# About this task:
Extract only the lines running from the top of the entries to the line that holds "width:36px; height:36px; display:grid;". Include that line and omit the pictures.

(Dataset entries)
►

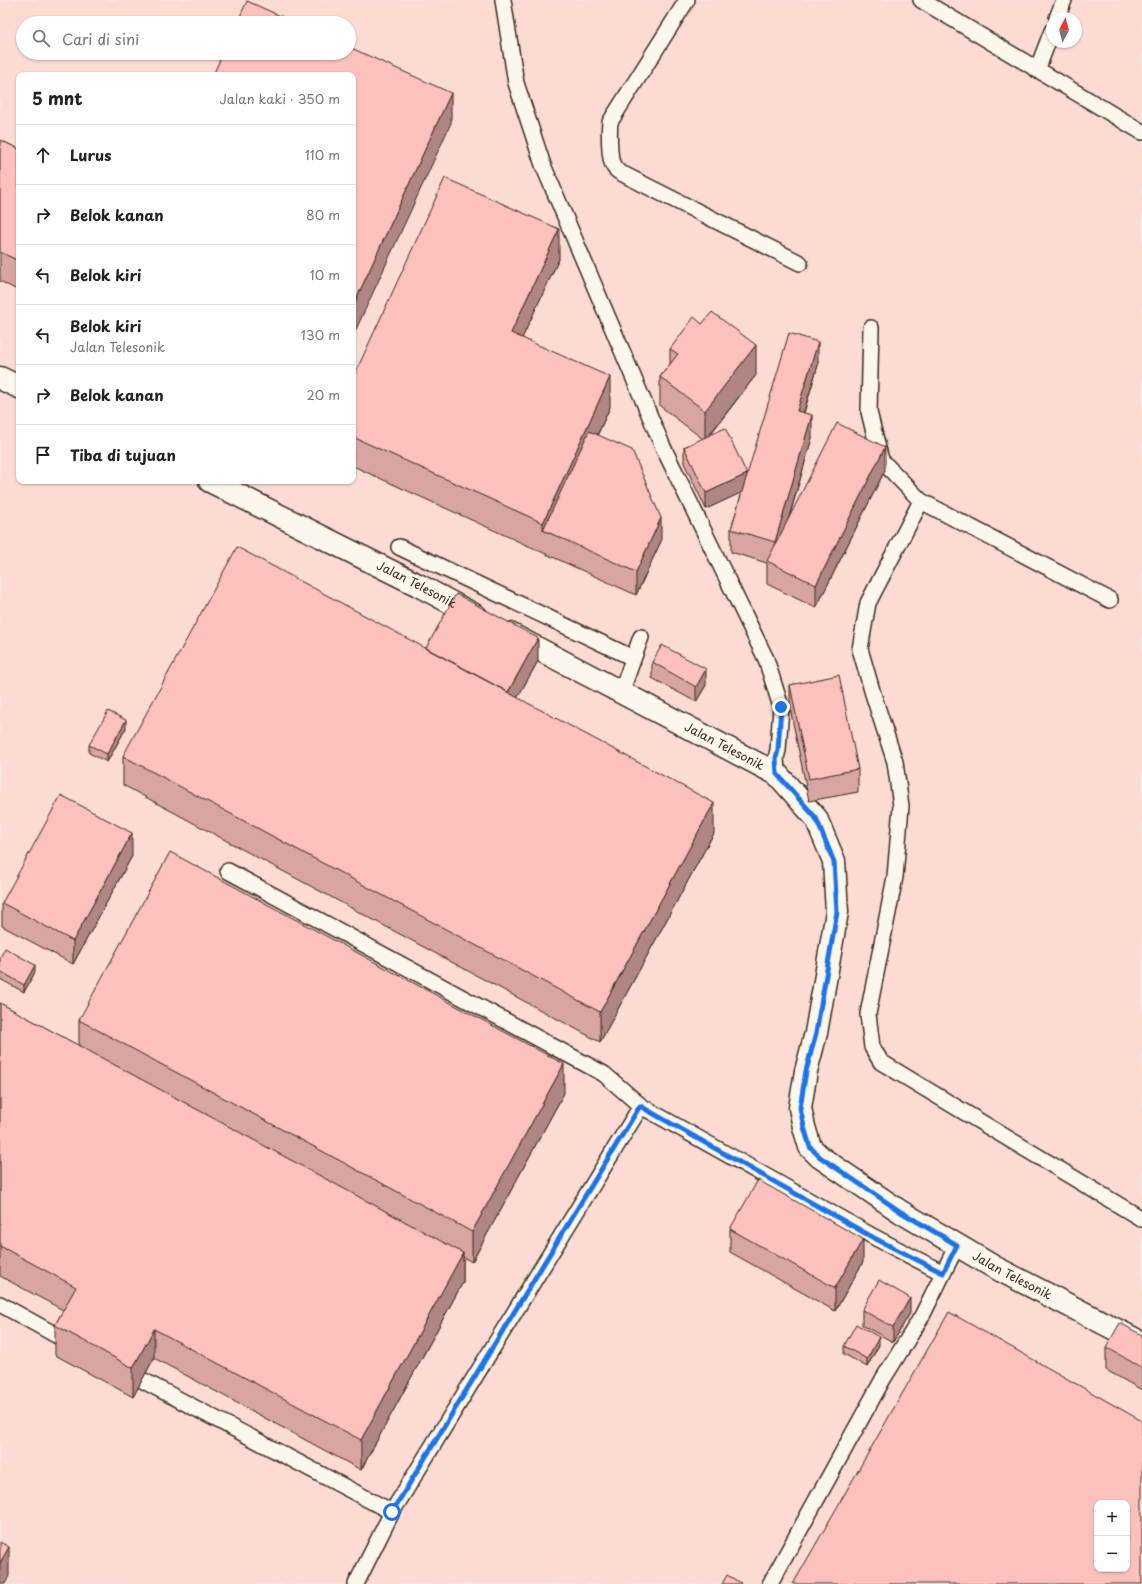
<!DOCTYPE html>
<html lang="id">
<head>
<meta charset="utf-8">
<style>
	body { margin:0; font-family:"Playpen Sans",sans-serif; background:#f6f6f6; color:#222 }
	.controls { position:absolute; right:12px; bottom:12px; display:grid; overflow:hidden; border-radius:8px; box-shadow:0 1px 3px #0004 }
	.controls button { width:36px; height:36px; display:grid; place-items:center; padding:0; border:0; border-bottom:1px solid #e0e0e0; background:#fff; color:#222; font:20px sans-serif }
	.compass { position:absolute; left:1046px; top:12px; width:36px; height:36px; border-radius:50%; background:#fff; box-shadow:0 1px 3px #0004; rotate:7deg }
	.stop { position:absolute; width:12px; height:12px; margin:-9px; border:3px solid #1a73e8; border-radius:50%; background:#fff }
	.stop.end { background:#1a73e8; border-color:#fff; box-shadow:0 1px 4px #0008 }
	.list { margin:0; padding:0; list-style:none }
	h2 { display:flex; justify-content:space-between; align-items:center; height:52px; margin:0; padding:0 16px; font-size:17px }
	h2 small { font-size:13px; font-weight:400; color:#767676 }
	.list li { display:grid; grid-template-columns:26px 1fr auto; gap:12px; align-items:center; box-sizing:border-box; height:60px; padding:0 16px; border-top:1px solid #e0e0e0 }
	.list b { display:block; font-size:15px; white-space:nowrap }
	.list p { margin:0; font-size:13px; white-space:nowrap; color:#767676 }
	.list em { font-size:13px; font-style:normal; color:#767676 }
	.icon { flex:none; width:22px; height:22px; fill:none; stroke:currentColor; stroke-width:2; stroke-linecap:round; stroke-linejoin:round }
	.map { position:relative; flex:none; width:1142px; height:1584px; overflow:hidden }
	.search { position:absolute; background:#fff; box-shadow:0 1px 3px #0004; left:16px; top:16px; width:340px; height:44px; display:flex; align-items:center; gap:10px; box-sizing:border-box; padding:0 14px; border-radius:22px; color:#767676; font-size:15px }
	.panel { position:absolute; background:#fff; box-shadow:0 1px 3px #0004; left:16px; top:72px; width:340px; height:412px; border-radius:8px }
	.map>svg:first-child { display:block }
</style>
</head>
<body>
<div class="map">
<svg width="1142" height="1584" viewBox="0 0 1142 1584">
	<rect width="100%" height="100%" fill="#fbe6de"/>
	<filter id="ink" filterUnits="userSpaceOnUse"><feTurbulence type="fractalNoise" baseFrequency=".025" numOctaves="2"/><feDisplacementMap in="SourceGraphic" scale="8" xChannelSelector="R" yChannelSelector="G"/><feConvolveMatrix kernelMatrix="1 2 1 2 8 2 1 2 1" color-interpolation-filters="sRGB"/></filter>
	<g filter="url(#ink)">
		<path fill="#fbdbd4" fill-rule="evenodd" d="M0 0H1142V1584H0ZM1052 18H1076V42H1052ZM23 23H349V53H23ZM19 75H353V481H19ZM1097 1503H1127V1569H1097Z"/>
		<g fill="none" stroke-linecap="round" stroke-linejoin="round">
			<defs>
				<path id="lane" d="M503 0 516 83 543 165 663 447 766 659 781 707 778 750 776 758 777 774
					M687 0 610 122C609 130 609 158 613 165 615 170 620 173 625 175L800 263
					M921 0 1142 132
					M1057 18 1064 0
					M1037 70 1052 31
					M871 328 869 412 881 460 921 501 868 603 860 649 873 694 895 762 901 806 895 877 868 1014 872 1047 881 1062 1142 1219
					M921 501 1110 600
					M399 547 633 658
					M621 693 641 637
					M228 871 604 1074 641 1106 874 1237 943 1273
					M0 1304 63 1339
					M142 1380 392 1512
					M356 1584 392 1512 641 1106
					M770 1584 883 1379 922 1316 957 1245"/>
				<g id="secondary">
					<path d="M0 378 19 387"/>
					<path id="s1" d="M210 481 418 585 476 616"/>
					<path id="s2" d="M510 634 777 774 816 818 834 861 837 912 816 1033 806 1071 800 1108 804 1127 810 1147 820 1157 901 1212 994 1267 1142 1343"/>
				</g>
			</defs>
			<use href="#lane" stroke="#3b2a1e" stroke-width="18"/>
			<use href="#secondary" stroke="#3b2a1e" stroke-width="25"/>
			<use href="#lane" stroke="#fbf7ec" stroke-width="15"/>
			<use href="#secondary" stroke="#fbf7ec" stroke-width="22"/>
		</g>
		<path fill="#d9a5a3" stroke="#3b2a1e" d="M0 140 19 149V291L0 281Z
			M559 259 522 338 610 407 598 434 661 541 636 595 353 466V378Z
			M670 349 756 375 709 436 747 474 818 365 804 413 812 438 789 518 885 470 816 608 767 584V563L731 552V529L742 492 706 509 684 463V447L703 439 660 406V377L670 364Z
			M426 648 538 661 517 698 714 833 600 1042 123 785V756Z
			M652 662 706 685 696 702 652 678Z
			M790 685 858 769V792L809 801 790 708Z
			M126 728 107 762 89 753V745Z
			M132 856 73 964 2 926V903Z
			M0 958 35 972 24 992 0 979Z
			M0 1003 79 1046V1020L564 1093 472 1262 463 1257V1282L361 1470 154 1358 133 1397 55 1355V1325L63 1310 0 1276Z
			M730 1229 863 1262 835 1311 730 1252Z
			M862 1310 910 1313 893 1342 862 1325Z
			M1142 1335V1390L1106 1370V1347Z
			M879 1345 867 1367 844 1354V1346Z"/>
		<path fill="#b08684" stroke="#3b2a1e" d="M451 93V123L353 336V306Z
			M559 229V259L511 362V333Z
			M818 342V365L797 434V411Z
			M756 345V375L705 440V411Z
			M610 377V407L552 534 543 530V523Z
			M812 415V438L775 565V542Z
			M885 447V470L816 608V585Z
			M747 474V490L706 509V493Z
			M661 518V541L636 595V572Z
			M538 638V661L505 720V698Z
			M706 669V685L696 702V687Z
			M126 720V728L107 762V754Z
			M714 803V833L600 1042V1012Z
			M132 833V856L73 964V941Z
			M35 965V972L24 992V985Z
			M564 1064V1093L472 1262V1232Z
			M863 1239V1262L835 1311V1288Z
			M463 1253V1282L361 1470V1440Z
			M910 1298V1313L893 1342V1327Z
			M154 1329V1358L133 1397V1368Z
			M879 1337V1345L867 1367V1359Z
			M9 1547V1576L5 1584H0V1563Z"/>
		<path fill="#fcc0bd" stroke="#3b2a1e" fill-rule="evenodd" d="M247 1 296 23H237Z
			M349 47 451 93 353 306V75H213L223 53H349Z
			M0 140 19 149V261L0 252Z
			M445 178 559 229 511 333 610 377 543 523 353 437V378Z
			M712 312 756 345 705 411 660 377 678 354 670 349 694 317 702 324Z
			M789 333 818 342 797 411 812 415 775 542 731 529Z
			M837 423 885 447 816 585 767 561Z
			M725 428 747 474 706 493 684 447Z
			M589 431 632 450 661 518 636 572 543 530Z
			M237 547 714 803 600 1012 123 756Z
			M456 594 538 638 508 692 426 648Z
			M662 645 706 669 696 687 652 662Z
			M839 675 858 769 809 779 790 685Z
			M108 711 126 720 107 754 89 745Z
			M61 795 132 833 73 941 2 903Z
			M170 852 564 1064 472 1232 79 1020Z
			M5 948 35 965 24 985 0 971V958Z
			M0 1003 463 1253 361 1440 154 1329 133 1368 55 1325 76 1287 0 1246Z
			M758 1180 863 1239 835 1288 730 1229Z
			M879 1280 910 1298 893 1327 862 1310Z
			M949 1312 1142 1421V1584H793ZM1097 1503H1127V1569H1097Z
			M1120 1323 1142 1335V1368L1106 1347Z
			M856 1324 879 1337 867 1359 844 1346Z
			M0 1542 9 1547 0 1563Z
			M727 1575 741 1583 740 1584H722Z"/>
	</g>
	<g fill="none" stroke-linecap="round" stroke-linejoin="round" filter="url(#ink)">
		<path stroke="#1a73e8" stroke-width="5" d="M392 1512 640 1106 874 1238 943 1273 957 1245 901 1212 820 1157 810 1147 804 1127 800 1108 806 1071 816 1033 837 912 834 862 816 818 777 774 776 758 778 750 781 707"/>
	</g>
	<g text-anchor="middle" stroke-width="4" stroke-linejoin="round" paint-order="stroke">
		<g font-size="12" fill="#3b2a1e" stroke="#fbf7ec">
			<text dy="4" stroke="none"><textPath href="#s1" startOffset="231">Jalan Telesonik</textPath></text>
			<text dy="4" stroke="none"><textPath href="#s2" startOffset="242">Jalan Telesonik</textPath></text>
			<text dy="4" stroke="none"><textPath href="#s2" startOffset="938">Jalan Telesonik</textPath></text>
		</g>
	</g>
</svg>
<div class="controls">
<button>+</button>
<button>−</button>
</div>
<svg class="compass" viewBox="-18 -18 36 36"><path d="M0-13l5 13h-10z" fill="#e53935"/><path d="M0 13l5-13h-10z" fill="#767676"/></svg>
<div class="stop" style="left:392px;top:1512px"></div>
<div class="stop end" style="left:781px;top:707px"></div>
<div class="search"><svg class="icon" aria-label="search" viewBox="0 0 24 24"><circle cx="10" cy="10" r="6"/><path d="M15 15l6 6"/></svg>Cari di sini</div>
<section class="panel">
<h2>5 mnt<small>Jalan kaki · 350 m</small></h2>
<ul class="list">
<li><svg class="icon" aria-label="ahead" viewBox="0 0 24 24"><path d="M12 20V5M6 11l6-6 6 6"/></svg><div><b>Lurus</b></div><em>110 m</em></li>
<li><svg class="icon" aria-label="right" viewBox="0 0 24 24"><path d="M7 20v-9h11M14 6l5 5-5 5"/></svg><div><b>Belok kanan</b></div><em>80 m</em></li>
<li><svg class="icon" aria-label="left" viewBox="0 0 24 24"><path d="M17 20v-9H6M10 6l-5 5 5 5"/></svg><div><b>Belok kiri</b></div><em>10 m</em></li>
<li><svg class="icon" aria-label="left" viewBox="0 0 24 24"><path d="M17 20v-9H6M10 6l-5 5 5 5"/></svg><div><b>Belok kiri</b><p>Jalan Telesonik</p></div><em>130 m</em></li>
<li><svg class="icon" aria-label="right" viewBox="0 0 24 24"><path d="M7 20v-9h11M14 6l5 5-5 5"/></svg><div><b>Belok kanan</b></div><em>20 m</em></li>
<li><svg class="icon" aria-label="arrive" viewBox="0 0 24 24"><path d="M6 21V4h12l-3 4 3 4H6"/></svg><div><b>Tiba di tujuan</b></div></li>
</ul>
</section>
</div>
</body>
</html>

◄

# Final answer:
<!DOCTYPE html>
<html lang="id">
<head>
<meta charset="utf-8">
<style>
	body { margin:0; font-family:"Playpen Sans",sans-serif; background:#f6f6f6; color:#222 }
	.controls { position:absolute; right:12px; bottom:12px; display:grid; overflow:hidden; border-radius:8px; box-shadow:0 1px 3px #0004 }
	.controls button { width:36px; height:36px; display:grid; place-items:center; padding:0; border:0; border-bottom:1px solid #e0e0e0; background:#fff; color:#222; font:20px sans-serif }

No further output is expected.